Triple Execution of 1997

A triple execution took place at the Cummins Unit of the Arkansas Department of Correction on January 8, 1997.

The first two inmates to be executed, Paul Ruiz and Earl Van Denton, were convicted of murders perpetrated during a post-escape crime spree. Ruiz and Van Denton escaped together from an Oklahoma prison on June 23, 1977. Van Denton was serving a life sentence for murder, while Ruiz was serving life for armed robbery. The pair moved across Oklahoma and into Arkansas, committing a number of crimes. On June 29, near the town of Magazine (Logan County), the men kidnapped town marshal Marvin Ritchie and handcuffed him in the back seat of his patrol car. Driving the patrol car, the two stopped a truck driven by two U.S. Army Corps of Engineers rangers.

Kidnapping the rangers, Opal James and David Small, the men handcuffed Ritchie and Small together, placed them in the truck of the patrol car, and shot them. Small survived, while Ritchie died. James was taken by the two to serve as a guide. He was later shot, and his body was found on July 1 near Oden (Montgomery County).

Ruiz and Van Denton are also believed to have killed Gerald Leon Tiffee and James in Oklahoma, and Alton Wilson, Ray Jones Sr., and Jimmy Cockrell in Louisiana. On July 8, Ruiz and Van Denton were captured in Portland, Oregon.

After weeks of legal maneuvering, the two men were extradited to Arkansas, tried in Booneville (Logan County) on capital murder charges, and convicted on April 27, 1978. The jury deliberated for forty minutes before returning the verdict and deliberated for another hour before recommending the death penalty. The convictions for both men were overturned by the Arkansas Supreme Court, and they were retried in 1983 in Morrilton (Conway County) after pretrial publicity in Logan County was deemed to be prejudicial to their case. The men again were convicted and sentenced to death, but the death sentences were overturned by the Eighth U.S. Circuit Court of Appeals in 1987, and that phase of the trial was held again. Once again, both men were sentenced to death. An appeal filed in 1989 to the Eighth Circuit was denied, followed by a final appeal that was denied on January 3, 1997.

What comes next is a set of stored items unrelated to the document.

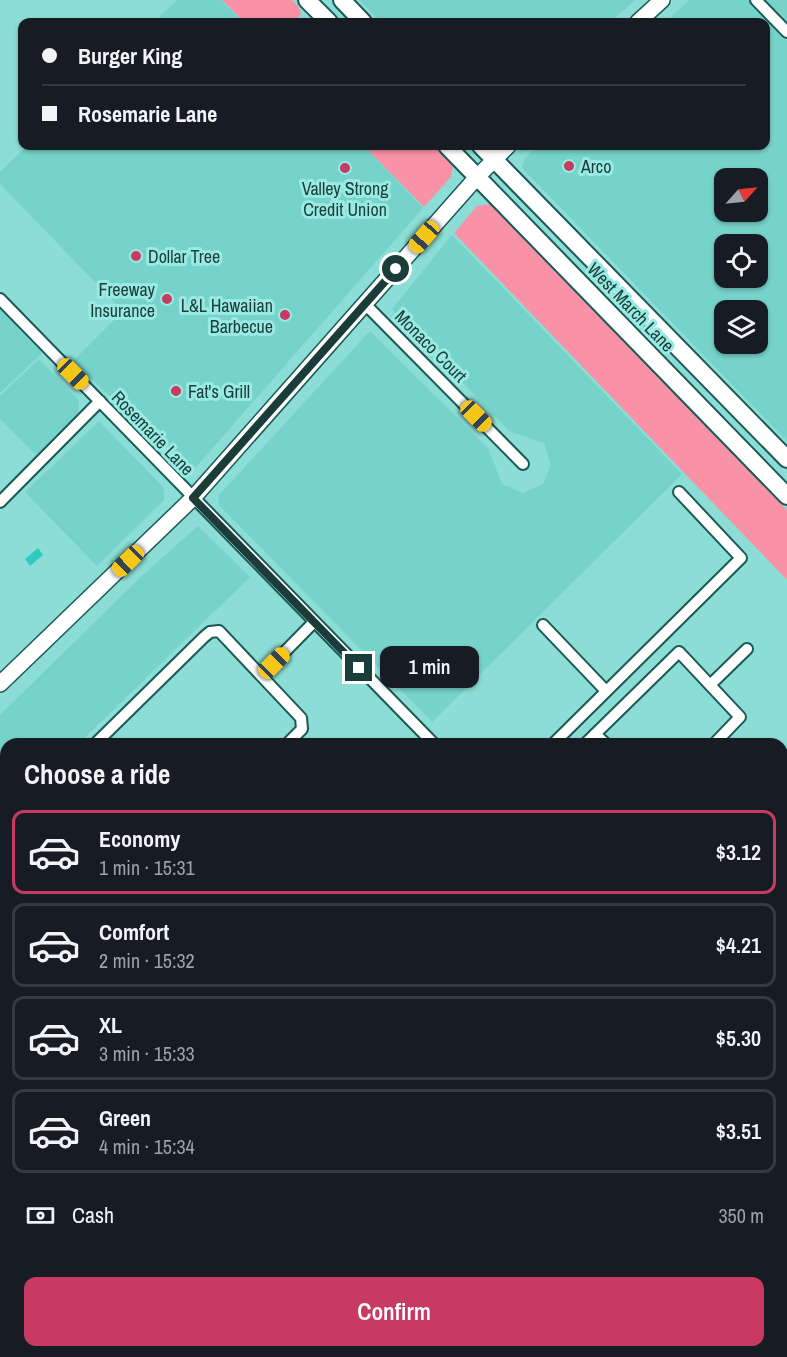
<!DOCTYPE html>
<html lang="en">
<head>
<meta charset="utf-8">
<style>
	:root { --surface:#171b24; --page:#242831; --text:#f1f3f6; --muted:#9ea1a6; --line:#363941; --accent:#c93a63 }
	body { margin:0; font-family:"Archivo Narrow",sans-serif; background:var(--page); color:var(--text); height:100vh; display:flex; flex-direction:column; font-size:22px; white-space:nowrap }
	* { box-sizing:border-box; margin:0 }
	p { font-size:20px; color:var(--muted) }
	.icon { flex:none; width:33px; height:33px; fill:none; stroke:currentColor; stroke-width:2; stroke-linecap:round; stroke-linejoin:round }
	.map { position:relative; flex:1; overflow:hidden }
	.panel { position:absolute; left:0px; top:738px; width:788px; height:620px; display:flex; flex-direction:column; background:var(--surface); border-radius:18px 18px 0 0; box-shadow:0 2px 4px #0004 }
	.panel>* { flex:none }
	.hud { position:absolute; left:18px; top:18px; width:752px; height:132px; border-radius:12px; box-shadow:0 2px 4px #0004; display:grid; align-content:center; height:132px; padding:0 24px; background:var(--surface) }
	.needle { width:39px; rotate:63deg }
	.fabs { position:absolute; left:714px; top:168px; display:grid; gap:12px }
	.fabs a { display:grid; place-items:center; width:54px; height:54px; border-radius:12px; background:var(--surface); box-shadow:0 2px 4px #0004; font-size:30px }
	.end { position:absolute; width:27px; height:27px; margin:-14px; border:8px solid #1b3d3a; background:#fff; box-shadow:0 0 0 3px #fff }
	.from { border-radius:50% }
	.bubble { position:absolute; height:42px; border-radius:12px; background:var(--surface); box-shadow:0 2px 4px #0004; font-size:20px; font-weight:600; line-height:42px; text-align:center }
	.car { position:absolute; width:18px; height:36px; margin:-18px -9px; border-radius:8px; box-shadow:0 0 4px 2px #0007; background:linear-gradient(#f5c518 24%,#345 0 40%,#f5c518 0 76%,#345 0 86%,#f5c518 0) }
	.hud b { display:flex; align-items:center; gap:21px; height:57px; font-size:22px }
	.hud b+b { border-top:2px solid var(--line) }
	.hud i { width:15px; height:15px; background:var(--text) }
	ul { padding:0; list-style:none }
	li { display:flex; align-items:center; gap:18px; height:84px; margin:0 12px 9px; padding:0 12px; border:3px solid var(--line); border-radius:12px }
	li div { flex:1 }
	li b { display:block; font-size:22px }
	li em { font-style:normal; font-weight:600 }
	li.selected { border-color:var(--accent) }
	li>.icon { width:54px; height:54px; stroke-width:1.5 }
	h2 { padding:0 24px; font-size:27px; line-height:72px }
	.pay { display:flex; align-items:center; gap:15px; height:66px; padding:0 24px; font-size:22px }
	.pay p { margin-inline-start:auto }
	.primary-button { display:flex; gap:12px; margin-top:auto; padding:12px 24px }
	.primary-button a { flex:1; height:69px; border-radius:12px; background:var(--accent); color:#fff; font-size:24px; font-weight:600; line-height:69px; text-align:center }
	.map>svg:first-child { display:block }
</style>
</head>
<body>
<div class="map">
<svg width="787" height="1357" viewBox="0 0 787 1357">
	<rect width="100%" height="100%" fill="#8cddd5"/>
	<path fill="#76d3ca" fill-rule="evenodd" d="M177,0H221L243,22H154Z
		M359,0H635L611,22H381Z
		M689,0H787V441L522,168L524,159L538,146H765V22H666ZM724,178H758V212H724ZM724,244H758V278H724ZM724,310H758V344H724Z
		M27,146H364L423,208L196,467L185,468L73,361L123,311L0,184V172Z
		M452,235L682,474L432,722L218,504L219,495L370,331L488,448L502,484L523,493L543,484L551,465L544,443L509,431L392,309Z
		M0,309L42,353L0,393Z
		M39,359L79,400L78,413L36,455L0,419V396Z
		M99,421L164,488V500L97,566L25,492Z
		M198,526L250,577L78,744H6V814L0,820V715L147,571Z
		M787,1025V1081H784L782,1078V1031Z
		M787,1135V1349L782,1343V1140Z
		M9,1352H109L114,1356L118,1352H452L458,1357H3Z
		M556,1352H640L646,1357H561Z"/>
	<path fill="#fa92a7" d="M222,0H292L299,7L301,14L295,22H244Z
		M364,146H434L453,165L451,177L424,207Z
		M490,204L787,510V580L454,233L477,206Z
		M162,1352H447L452,1357H167Z"/>
	<path fill="#31cabf" d="M38,548L43,555L30,566L25,559Z"/>
	<g fill="none" stroke-linecap="round" stroke-linejoin="round">
		<defs>
			<path id="minor" d="M756,0L787,32
				M0,299L434,744
				M365,304L523,464
				M0,502L100,401
				M543,625L606,691
				M262,675L314,622
				M710,685L747,649
				M595,734L606,744
				M95,744L204,637L210,632L219,631L301,718L302,729L287,744
				M553,744L741,558L679,492
				M585,744L679,652L740,717L714,744
				M0,836L6,830
				M0,875L6,881
				M0,975L6,981
				M0,1145L6,1151
				M0,1306L6,1313
				M0,1345L6,1339"/>
			<path id="tertiary" d="M782,1113L787,1108
				M771,1352L777,1357"/>
			<path id="secondary" d="M638,22L662,0
				M0,684L193,498L477,177L508,146"/>
			<path id="primary" d="M307,0L329,22
				M342,0L363,22
				M447,146L787,496
				M481,146L787,459"/>
		</defs>
		<use href="#minor" stroke="#1a5a56" stroke-width="14"/>
		<use href="#tertiary" stroke="#1a5a56" stroke-width="16"/>
		<use href="#secondary" stroke="#1a5a56" stroke-width="18"/>
		<use href="#primary" stroke="#1a5a56" stroke-width="20"/>
		<use href="#minor" stroke="#fff" stroke-width="10"/>
		<use href="#tertiary" stroke="#fff" stroke-width="14"/>
		<use href="#secondary" stroke="#fff" stroke-width="15"/>
		<use href="#primary" stroke="#fff" stroke-width="16"/>
	</g>
	<g fill="none" stroke-linecap="round" stroke-linejoin="round">
		<path stroke="#1b3d3a" stroke-width="8" d="M359,668L193,498L396,269"/>
	</g>
	<g fill="#c93a63" stroke="#99eae2" stroke-width="2">
		<circle cx="569" cy="166" r="6"/>
		<circle cx="345" cy="168" r="6"/>
		<circle cx="136" cy="256" r="6"/>
		<circle cx="167" cy="299" r="6"/>
		<circle cx="285" cy="315" r="6"/>
		<circle cx="176" cy="391" r="6"/>
	</g>
	<g text-anchor="middle" dominant-baseline="central" stroke-width="6" stroke-linejoin="round" paint-order="stroke">
		<g font-size="18" fill="#1b3d3a" stroke="#99eae2" text-anchor="start">
			<text x="581" y="166">Arco</text>
			<text x="345" y="188" text-anchor="middle">Valley Strong<tspan x="345" dy="21">Credit Union</tspan></text>
			<text x="148" y="256">Dollar Tree</text>
			<text x="155" y="289" text-anchor="end">Freeway<tspan x="155" dy="21">Insurance</tspan></text>
			<text x="273" y="305" text-anchor="end">L&amp;L Hawaiian<tspan x="273" dy="21">Barbecue</tspan></text>
			<text x="188" y="391">Fat's Grill</text>
		</g>
		<g font-size="18" fill="#1b3d3a" stroke="#99eae2">
			<text transform="translate(631 307) rotate(46)">West March Lane</text>
			<text transform="translate(431 346) rotate(45)">Monaco Court</text>
			<text transform="translate(153 433) rotate(46)">Rosemarie Lane</text>
		</g>
	</g>
</svg>
<div class="fabs">
<a><svg class="needle" viewBox="-14 -14 28 28"><path d="M0-13l5 13h-10z" fill="#e53935"/><path d="M0 13l5-13h-10z" fill="#9ea1a6"/></svg></a>
<a><svg class="icon" aria-label="locate" viewBox="0 0 24 24"><circle cx="12" cy="12" r="6"/><path d="M12 2v4M12 18v4M2 12h4M18 12h4"/></svg></a>
<a><svg class="icon" aria-label="layers" viewBox="0 0 24 24"><path d="M12 4l9 5-9 5-9-5zM3 14l9 5 9-5"/></svg></a>
</div>
<i class="end from" style="left:396px;top:269px"></i>
<i class="end" style="left:359px;top:668px"></i>
<div class="bubble" style="left:380px;top:646px;width:99px">1 min</div>
<i class="car" style="left:424px;top:237px;rotate:221deg"></i>
<i class="car" style="left:73px;top:374px;rotate:135deg"></i>
<i class="car" style="left:476px;top:416px;rotate:135deg"></i>
<i class="car" style="left:128px;top:561px;rotate:226deg"></i>
<i class="car" style="left:274px;top:663px;rotate:45deg"></i>
<div class="hud">
<b><i class="from"></i>Burger King</b>
<b><i></i>Rosemarie Lane</b>
</div>
<section class="panel">
<h2>Choose a ride</h2>
<ul>
<li class="selected"><svg class="icon" aria-label="car" viewBox="0 0 24 24"><path d="M5 17H2v-5l4-1 3-4h7l3 4 3 1v5h-3M9 17h6M6 11h13"/><circle cx="7" cy="17" r="2"/><circle cx="17" cy="17" r="2"/></svg><div><b>Economy</b><p>1 min · 15:31</p></div><em>$3.12</em></li>
<li><svg class="icon" aria-label="car" viewBox="0 0 24 24"><path d="M5 17H2v-5l4-1 3-4h7l3 4 3 1v5h-3M9 17h6M6 11h13"/><circle cx="7" cy="17" r="2"/><circle cx="17" cy="17" r="2"/></svg><div><b>Comfort</b><p>2 min · 15:32</p></div><em>$4.21</em></li>
<li><svg class="icon" aria-label="car" viewBox="0 0 24 24"><path d="M5 17H2v-5l4-1 3-4h7l3 4 3 1v5h-3M9 17h6M6 11h13"/><circle cx="7" cy="17" r="2"/><circle cx="17" cy="17" r="2"/></svg><div><b>XL</b><p>3 min · 15:33</p></div><em>$5.30</em></li>
<li><svg class="icon" aria-label="car" viewBox="0 0 24 24"><path d="M5 17H2v-5l4-1 3-4h7l3 4 3 1v5h-3M9 17h6M6 11h13"/><circle cx="7" cy="17" r="2"/><circle cx="17" cy="17" r="2"/></svg><div><b>Green</b><p>4 min · 15:34</p></div><em>$3.51</em></li>
</ul>
<div class="pay"><svg class="icon" aria-label="cash" viewBox="0 0 24 24"><path d="M3 7h18v10H3z"/><circle cx="12" cy="12" r="2"/></svg>Cash<p>350 m</p></div>
<div class="primary-button"><a>Confirm</a></div>
</section>
</div>
</body>
</html>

The other convicted murderer executed that night was Kirt Wainwright. On July 29, 1988, Wainwright and two other men robbed the Best Stop convenience store in Prescott (Nevada County), killing clerk Barbara Smith during the robbery. The previous day, a similar robbery at a convenience store in Hope (Hempstead County) led to the death of clerk Karen Ross. While driving away from the murder scene in Prescott, the three men were stopped by a local police officer. A search of the car found a money bag with the logo of the Best Stop with a loaded revolver with one spent shell. Additional evidence showed that Wainwright and another man in the car did not have gunpowder residue on their hands, while third man, Dennis Leeper, did have residue. All three were arrested and charged with capital murder.

The trials were severed, and Wainwright was tried first. He was convicted of capital murder in 1989 and received the death penalty. The driver of the car was acquitted, and Leeper pled guilty to aggravated robbery and received a seventeen-year sentence.

Governor Mike Huckabee set the execution date of January 8, 1997, for Wainwright, Ruiz, and Van Denton. It was an icy night, and a vigil was held outside of the governor’s mansion in Little Rock (Pulaski County). Victims and the relatives of victims were not allowed to witness the execution, but several were present at the prison.

Scheduling the executions for the same day was justified as a means of saving money due to required overtime of prison officials; it also was said to relieve the workers at the prison the mental strain of preparing for three separate dates. At the time of the execution, Van Denton and Ruiz were the longest-serving inmates on Arkansas’s death row, arriving after their initial convictions in 1978.

Van Denton, who did not deliver a final statement, was executed and declared dead at 7:09 p.m. Ruiz, who also did not deliver a final statement, followed  and was declared dead at 8:00 p.m. The execution of Wainwright was scheduled for 9:00 p.m. After he was strapped to the gurney, word came of a possible stay due to the fact that the governor knew one of the victims. The U.S. Supreme Court allowed the execution to proceed. At 9:35 p.m., Wainwright gave his final statement, including a poem that he wrote. He was pronounced dead at 9:50.

For additional information:
“An Evening of Death: 3 Murderers Are Executed.” New York Times, January 10, 1997, p. A1.

“Kirt Wainwright Dies for the 1988 Murder of Clerk.” Nevada County Picayune, January 15, 1997, p. 1.

“Murders Still Fresh, Four Decades Later.” Booneville Democrat, July 3, 2017, p. 1.

“Petition Denied from Death Row in 1988 Murder.” Nevada County Picayune, April 17, 1996, p. 1.